→ What this task involves
Which lines of the records below contain the word "from"? Copy each of them out.

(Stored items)

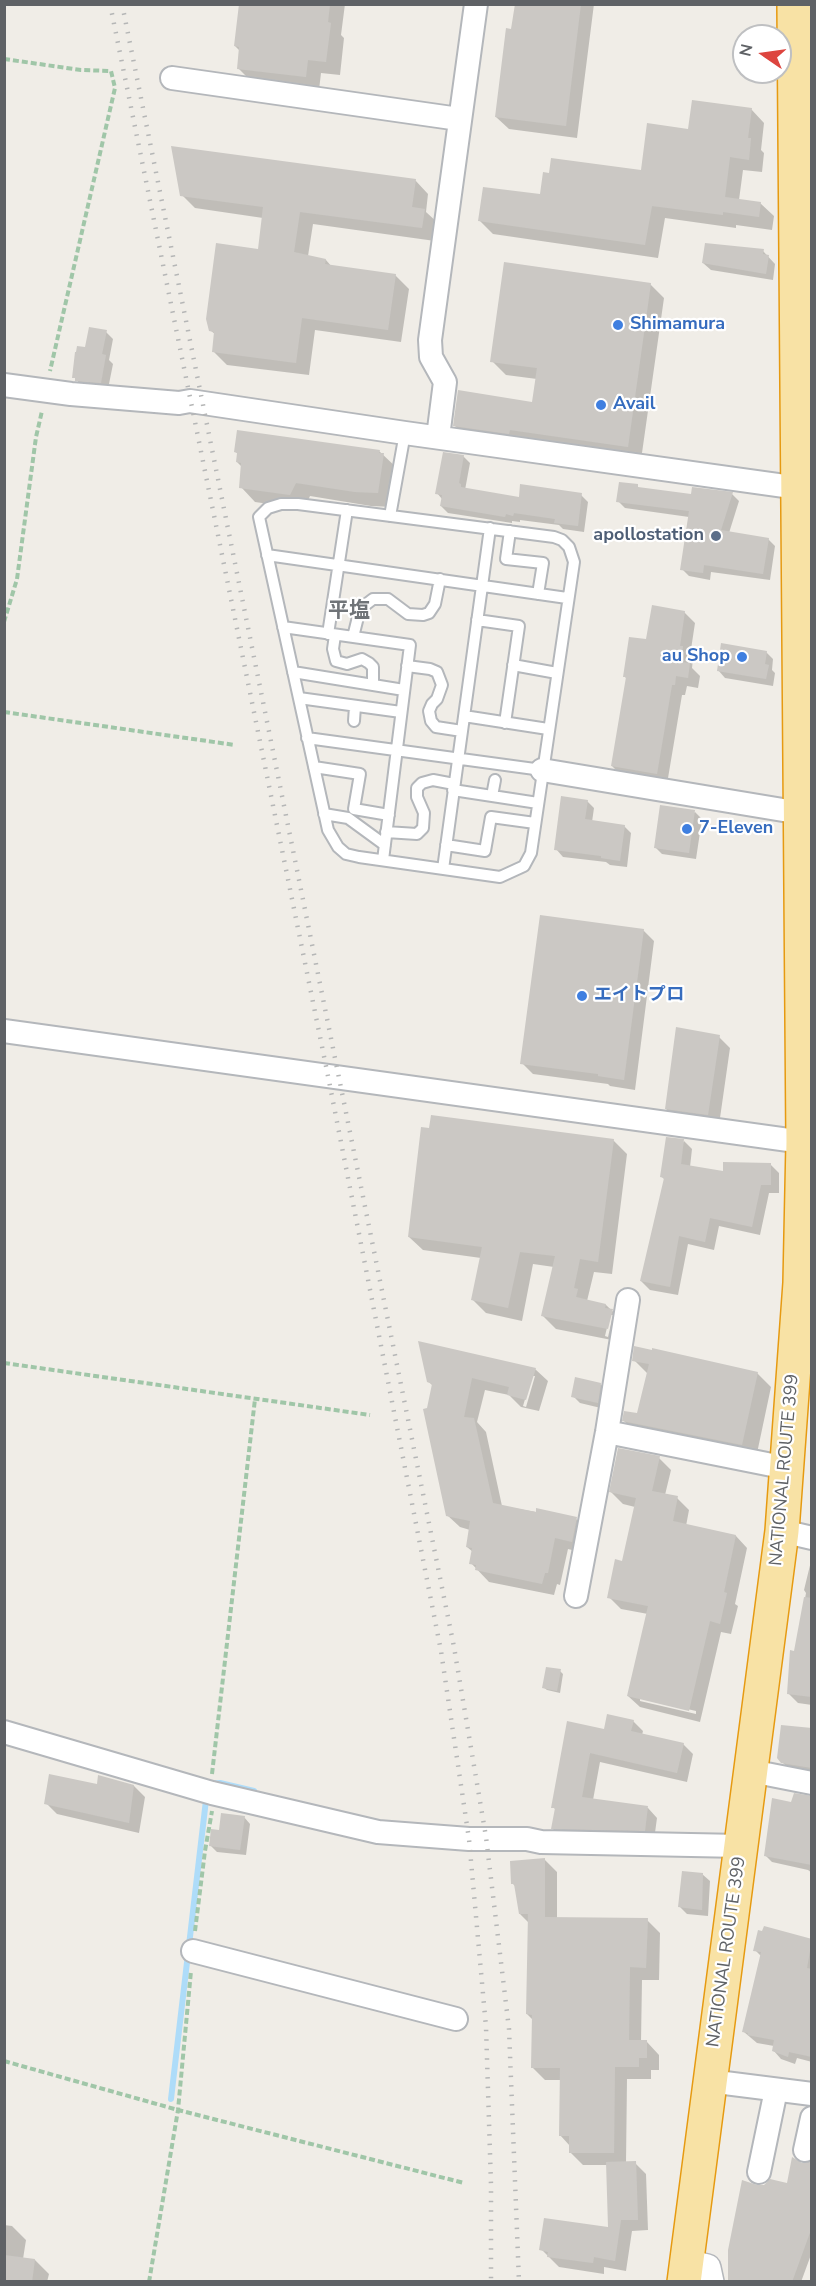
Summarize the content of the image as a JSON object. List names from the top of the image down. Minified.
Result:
{"streets":{"highway":["NATIONAL ROUTE 399"]},"districts":["平塩"],"places":["Shimamura","Avail","apollostation","au Shop","7-Eleven","エイトプロ"],"north":"left"}
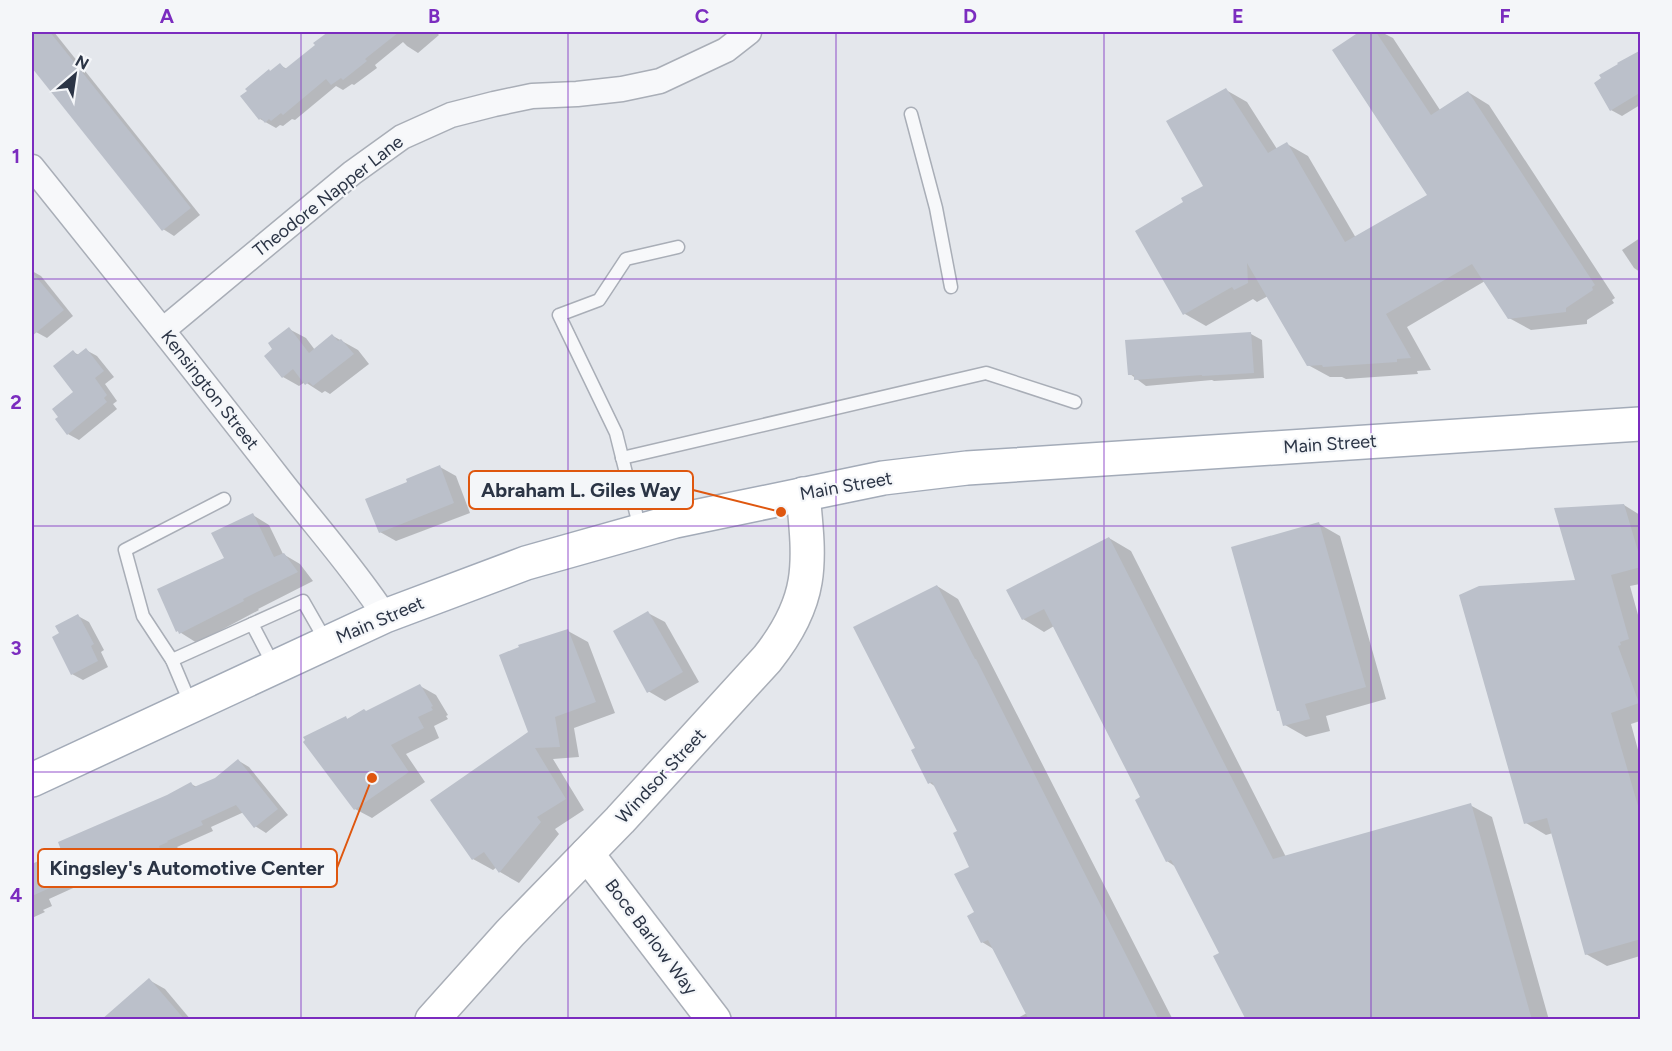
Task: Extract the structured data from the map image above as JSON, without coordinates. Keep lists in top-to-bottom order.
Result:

→ Response
Summarize the content of the image as a JSON object. List names from the top of the image down. Minified.
Task: Extract the structured data from the map image above as JSON, without coordinates. Keep lists in top-to-bottom order.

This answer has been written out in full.